Localização do imóvel regra o financiamento – Para todas as faixas de renda (R$ 415,00 até R$ 4.900,00), é possível financiar imóveis localizados em Regiões Metropolitanas de cidades dos Estados de São Paulo e do Rio de Janeiro; no Distrito Federal e em sua Região Integrada de Desenvolvimento (RIDE/DF). Nessas localidades, o financiamento com juros reduzidos é concedido para imóveis de até R$130 mil.

Da mesma forma, todas as faixas de renda do programa podem candidatar-se à compra de imóveis localizados em municípios com população igual ou superior a 500 mil habitantes; e nas capitais e cidades interrelacionadas, independente do total populacional. Porém, para estes dois casos, a concessão do crédito é limitada a R$ 100 mil.

Para imóveis localizados nos demais municípios, o crédito é direcionado às faixas de renda entre R$ 415,00 a R$ 3.900,00, com limite de R$ 80 mil.

Além destes critérios, o candidato a mutuário deve considerar que o crédito imobiliário é concedido pelas instituições financeiras mediante análise de capacidade de compra.

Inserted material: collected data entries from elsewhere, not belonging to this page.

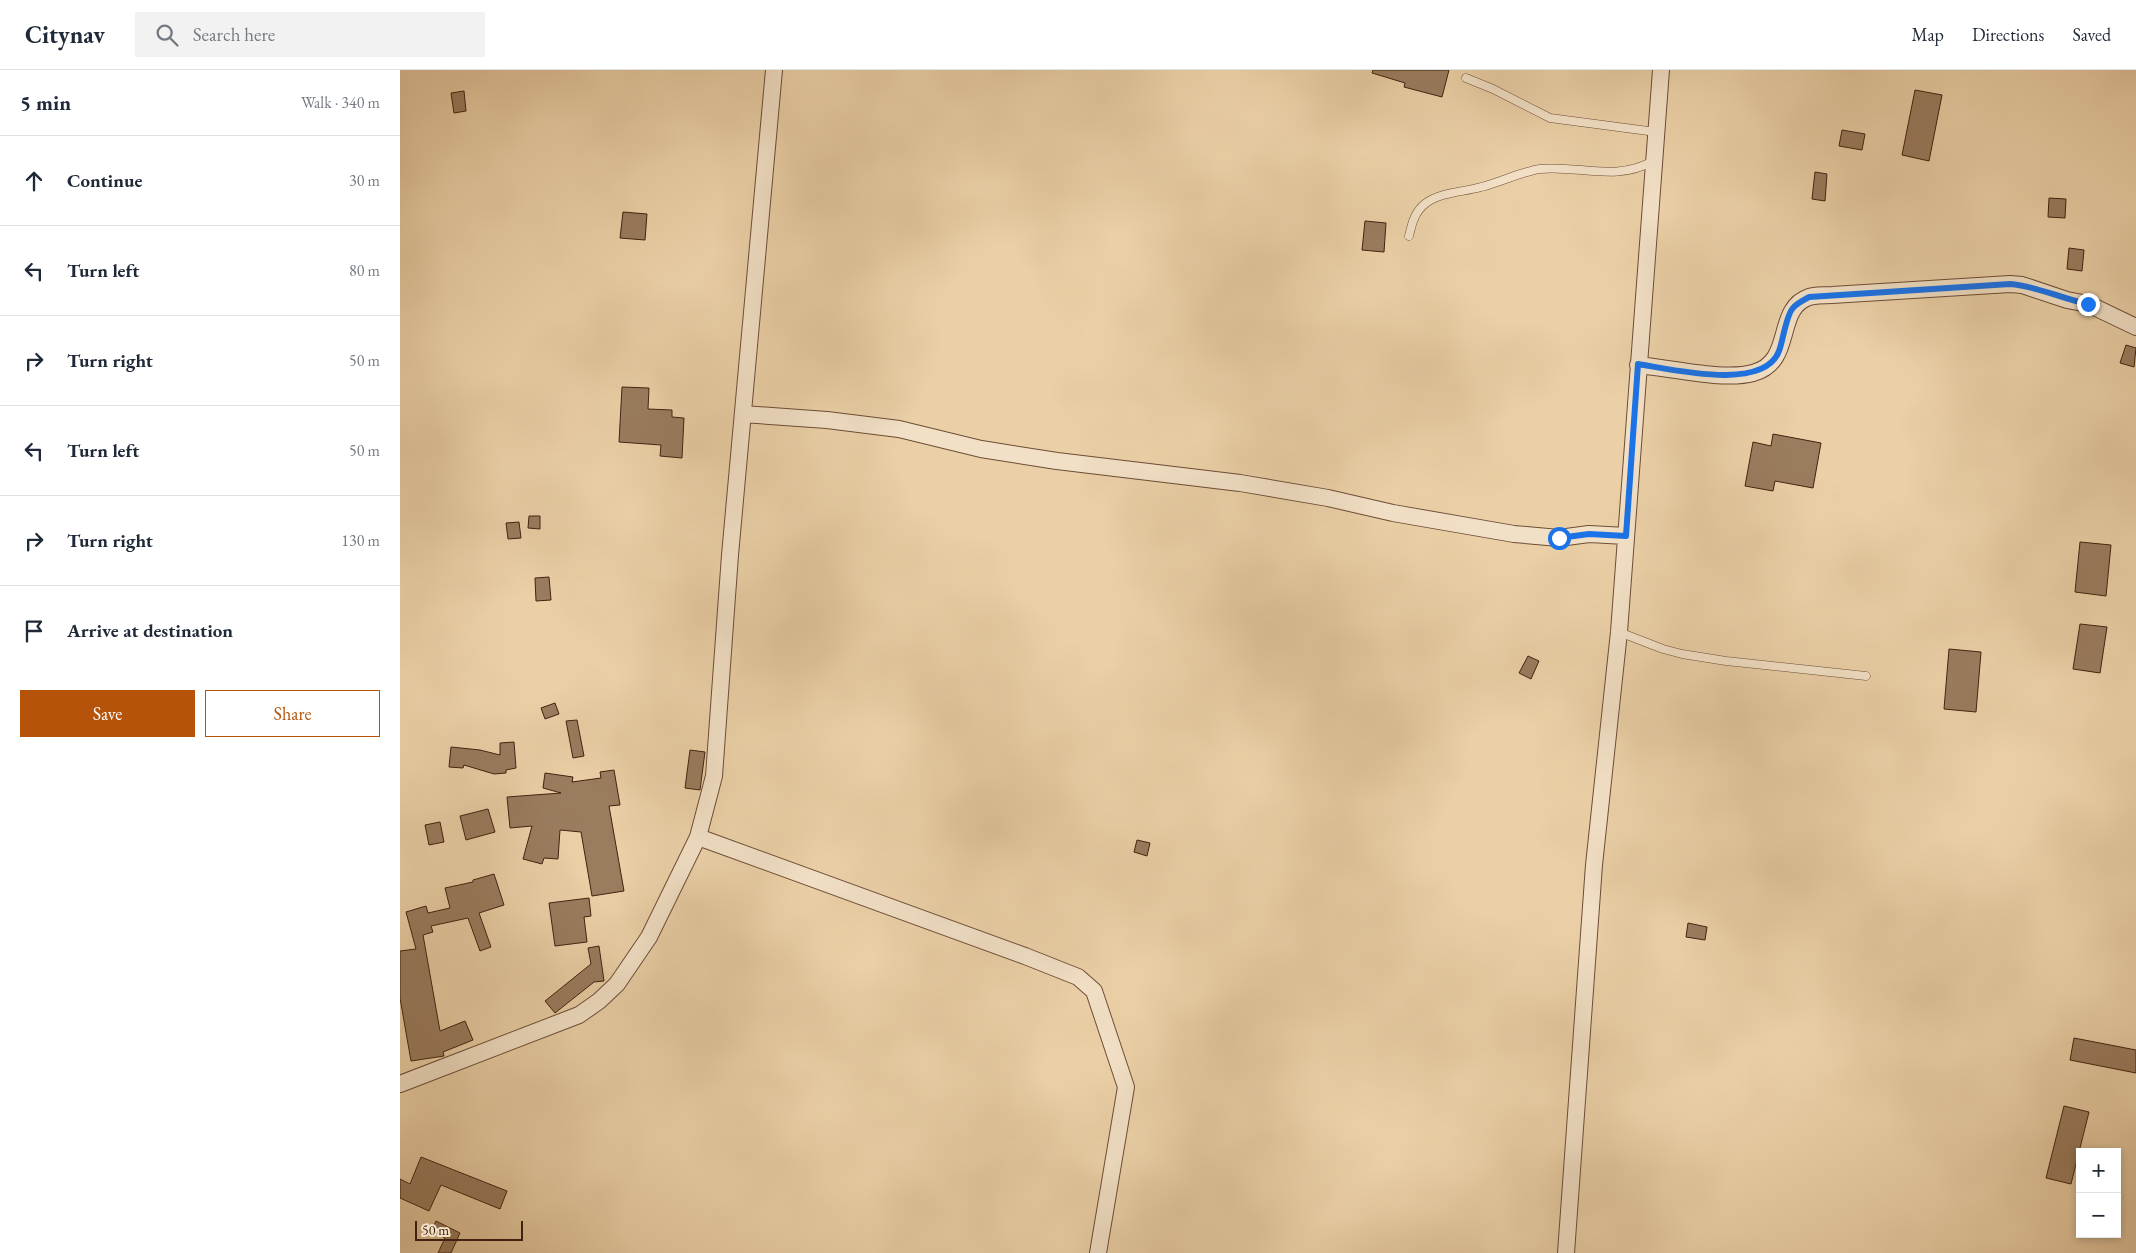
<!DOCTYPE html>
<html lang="en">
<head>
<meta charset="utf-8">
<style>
  body { margin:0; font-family:"EB Garamond",serif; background:#f2f2f3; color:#1f2937 }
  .controls { position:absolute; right:15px; bottom:15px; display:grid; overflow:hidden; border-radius:0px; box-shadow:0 2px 8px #0003 }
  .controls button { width:45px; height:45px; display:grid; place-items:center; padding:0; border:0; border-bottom:1px solid #e0e1e3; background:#fff; color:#1f2937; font:25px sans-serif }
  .scale { position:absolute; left:15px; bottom:12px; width:108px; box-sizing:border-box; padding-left:5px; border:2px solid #432110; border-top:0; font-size:14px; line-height:18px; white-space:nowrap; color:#432110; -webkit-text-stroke:4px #f2e0c6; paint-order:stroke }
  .stop { position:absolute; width:15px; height:15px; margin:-11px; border:4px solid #1a73e8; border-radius:50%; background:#fff }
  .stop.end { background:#1a73e8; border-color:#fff; box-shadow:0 1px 5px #0008 }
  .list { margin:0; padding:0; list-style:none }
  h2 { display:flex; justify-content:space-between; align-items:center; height:65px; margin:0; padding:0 20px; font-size:21px }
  h2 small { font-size:16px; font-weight:400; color:#747a83 }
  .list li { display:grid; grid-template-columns:32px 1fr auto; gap:15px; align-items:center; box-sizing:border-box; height:90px; padding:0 20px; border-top:1px solid #e0e1e3 }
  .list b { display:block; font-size:19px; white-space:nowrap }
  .list em { font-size:16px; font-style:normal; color:#747a83 }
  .actions { display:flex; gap:10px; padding:15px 20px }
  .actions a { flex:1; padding:11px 0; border:1px solid #b45309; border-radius:0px; text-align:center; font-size:18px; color:#b45309 }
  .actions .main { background:#b45309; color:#fff }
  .icon { flex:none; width:28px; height:28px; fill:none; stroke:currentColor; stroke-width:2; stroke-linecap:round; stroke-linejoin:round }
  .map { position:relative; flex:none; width:1736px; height:1183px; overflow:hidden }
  header { display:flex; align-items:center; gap:30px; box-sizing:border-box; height:70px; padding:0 25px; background:#fff; border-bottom:1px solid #e0e1e3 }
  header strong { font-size:24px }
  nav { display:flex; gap:28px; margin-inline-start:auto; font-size:18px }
  .search { width:350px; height:45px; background:#f2f2f3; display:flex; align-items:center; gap:12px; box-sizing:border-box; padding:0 18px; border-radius:0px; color:#747a83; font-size:19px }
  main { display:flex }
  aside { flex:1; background:#fff }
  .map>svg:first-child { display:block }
  .building { fill:#9a7c5f; stroke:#432110 }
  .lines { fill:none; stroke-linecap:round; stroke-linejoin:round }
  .service-casing { stroke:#6d4d36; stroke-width:9 }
  .minor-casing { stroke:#6d4d36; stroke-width:18 }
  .service { stroke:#f2e0c6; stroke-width:8 }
  .minor { stroke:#f2e0c6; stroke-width:16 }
  .route { stroke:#1a73e8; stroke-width:6 }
</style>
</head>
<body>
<header>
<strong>Citynav</strong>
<div class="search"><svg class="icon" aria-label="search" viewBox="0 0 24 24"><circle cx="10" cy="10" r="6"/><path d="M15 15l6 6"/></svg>Search here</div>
<nav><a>Map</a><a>Directions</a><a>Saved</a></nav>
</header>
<main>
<aside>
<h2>5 min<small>Walk · 340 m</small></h2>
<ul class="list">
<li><svg class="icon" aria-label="ahead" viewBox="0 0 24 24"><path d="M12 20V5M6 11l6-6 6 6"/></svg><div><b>Continue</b></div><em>30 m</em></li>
<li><svg class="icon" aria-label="left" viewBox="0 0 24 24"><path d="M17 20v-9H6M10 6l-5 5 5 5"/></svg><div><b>Turn left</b></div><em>80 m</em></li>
<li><svg class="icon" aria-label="right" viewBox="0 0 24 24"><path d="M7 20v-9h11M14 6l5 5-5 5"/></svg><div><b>Turn right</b></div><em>50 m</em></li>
<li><svg class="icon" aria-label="left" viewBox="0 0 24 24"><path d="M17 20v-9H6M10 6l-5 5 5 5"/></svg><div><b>Turn left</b></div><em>50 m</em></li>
<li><svg class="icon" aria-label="right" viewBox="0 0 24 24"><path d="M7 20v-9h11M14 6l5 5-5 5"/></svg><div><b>Turn right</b></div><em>130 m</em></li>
<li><svg class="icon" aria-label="arrive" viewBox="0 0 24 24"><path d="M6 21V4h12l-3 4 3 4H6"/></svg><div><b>Arrive at destination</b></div></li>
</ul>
<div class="actions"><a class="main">Save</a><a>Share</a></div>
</aside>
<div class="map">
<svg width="1736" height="1183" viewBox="0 0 1736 1183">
  <rect width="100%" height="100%" fill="#ebd0a7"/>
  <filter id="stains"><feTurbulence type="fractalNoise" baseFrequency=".004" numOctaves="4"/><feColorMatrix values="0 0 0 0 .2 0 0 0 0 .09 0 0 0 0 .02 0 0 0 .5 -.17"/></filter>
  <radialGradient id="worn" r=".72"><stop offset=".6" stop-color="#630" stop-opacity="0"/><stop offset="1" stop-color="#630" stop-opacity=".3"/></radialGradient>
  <!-- building -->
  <path class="building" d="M973,0H1049L1042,27L1004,17L1005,13L972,3Z
    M1515,20L1542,25L1529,91L1502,85Z
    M64,21L66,41L54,43L51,23Z
    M1442,60L1465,64L1462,80L1439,76Z
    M1415,102L1427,104L1425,131L1412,129Z
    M1649,128L1666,129L1665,148L1648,147Z
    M223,142L247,144L245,170L220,168Z
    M965,151L986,153L984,182L962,180Z
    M1669,178L1684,180L1682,201L1667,199Z
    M1726,275L1736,278L1734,297L1720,293Z
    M222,317L249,318L248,339L272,340V347L284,348L282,388L260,386L261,375L219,372Z
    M1373,364L1421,373L1413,418L1375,411L1373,421L1345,416L1353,372L1371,376Z
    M129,446H140V459L128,458Z
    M119,452L121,468L108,469L106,453Z
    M1680,472L1711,475L1706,526L1675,522Z
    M149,507L151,530L136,531L135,508Z
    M1680,554L1707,557L1700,603L1673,599Z
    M1549,579L1581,582L1576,642L1544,639Z
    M1128,586L1139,591L1131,609L1119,603Z
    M155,633L159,644L145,649L141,638Z
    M177,650L184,686L173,688L166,651Z
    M114,672L116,698L106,700V703L94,704L64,695L63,698L49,697L51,677L80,680L100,685V673Z
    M290,680L305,682L300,720L285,718Z
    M214,700L220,735L209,736L224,821L192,826L181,762L160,760L158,789L144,788L142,794L123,789L132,756L110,758L107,727L161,723L143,718L145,703L173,707L172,712L201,708L200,702Z
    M88,739L95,762L66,770L60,746Z
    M40,752L44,772L29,775L25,755Z
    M737,770L750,773L747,786L734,782Z
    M94,804L104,835L79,843L91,877L80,881L68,848L31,856L33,862L23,865L40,961L65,951L73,970L43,982L44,986L11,991L0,928V881L16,879L6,842L26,836L28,843L50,838L45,818L73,812V810Z
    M189,828L191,846L184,847L187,872L155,876L149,833Z
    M1288,853L1307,857L1305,870L1286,867Z
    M199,876L204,911L194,912L155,943L145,931L191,894L188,878Z
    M1674,968L1736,980V1003L1670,990Z
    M1664,1036L1689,1042L1671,1114L1646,1108Z
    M21,1087L107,1121L100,1139L41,1115L29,1141L0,1128V1109L10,1114Z
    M36,1151L60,1163L51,1183H38L45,1168L31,1161Z"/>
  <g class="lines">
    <defs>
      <path id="service" d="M1066,8L1093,19L1150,48L1256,62
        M1009,166C1012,153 1015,141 1026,133C1041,122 1064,122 1081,117C1101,112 1120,102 1140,99C1179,95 1216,112 1253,91
        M1219,562L1263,579L1282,584L1326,591L1466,606"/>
      <path id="minor" d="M1238,295C1270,298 1324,311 1353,303C1395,292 1374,239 1409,227C1416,225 1425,225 1432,225L1610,214L1622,215L1667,230L1688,234L1736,257
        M343,344L427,350L499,359L581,379L657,391L840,413L928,428L993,443L1114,464L1159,468L1189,464L1226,466
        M298,767L625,886L678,907L694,921L726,1017L698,1183
        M0,1014L179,945L199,931L217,914L249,867L298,767L314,706L330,485L374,0
        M1166,1183L1194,795L1219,562L1261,0"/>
    </defs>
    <!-- service casing -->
    <use href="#service" class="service-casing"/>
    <!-- minor casing -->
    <use href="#minor" class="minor-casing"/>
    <!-- service -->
    <use href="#service" class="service"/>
    <!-- minor -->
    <use href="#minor" class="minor"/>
  </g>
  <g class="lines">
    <!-- route -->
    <path class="route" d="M1159,468L1189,464L1226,466L1238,294C1271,299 1364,322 1379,281C1383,271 1386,245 1393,238C1397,233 1404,230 1409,227L1610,214C1637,216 1662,229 1688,234"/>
  </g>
  <rect width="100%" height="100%" filter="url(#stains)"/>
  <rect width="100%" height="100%" fill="url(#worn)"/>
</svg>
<div class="controls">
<button>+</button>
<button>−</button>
</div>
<div class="scale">50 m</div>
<div class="stop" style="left:1159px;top:468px"></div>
<div class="stop end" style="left:1688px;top:234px"></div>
</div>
</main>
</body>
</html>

A base desta análise é simples: o valor das prestações é limitado a 30% da renda mensal familiar do interessado.

Por ora, além da Caixa Econômica Federal, principal agente do FGTS, esta linha de crédito começa a ser ofertada pelos Bancos Real e Itaú, com possibilidade de adesão por Bradesco e Santander.

Financiamento pelo SFH também permite uso do FGTS – Os financiamentos imobiliários contratados através do Sistema Financeiro da Habitação (SFH), concedidos com recursos da caderneta de poupança, também podem compor a quitação com o Fundo do Trabalhador. Desde que não possua imóvel, o mutuário pode utilizar seu saldo no FGTS para o pagamento da entrada ou das prestações. Atualmente, os juros praticados pelos vários bancos que operam o SFH oscilam entre 9% a 12% ao ano.

Ainda, imóveis podem ser adquiridos através do Sistema de Financiamento Imobiliário (SFI), praticado pelos bancos com recursos próprios. Os juros do SFI estão entre 12% a 16% ao ano.

Fontes: O Estado de S. Paulo/O Globo/Extra/O Dia/Caixa Econômica Federal.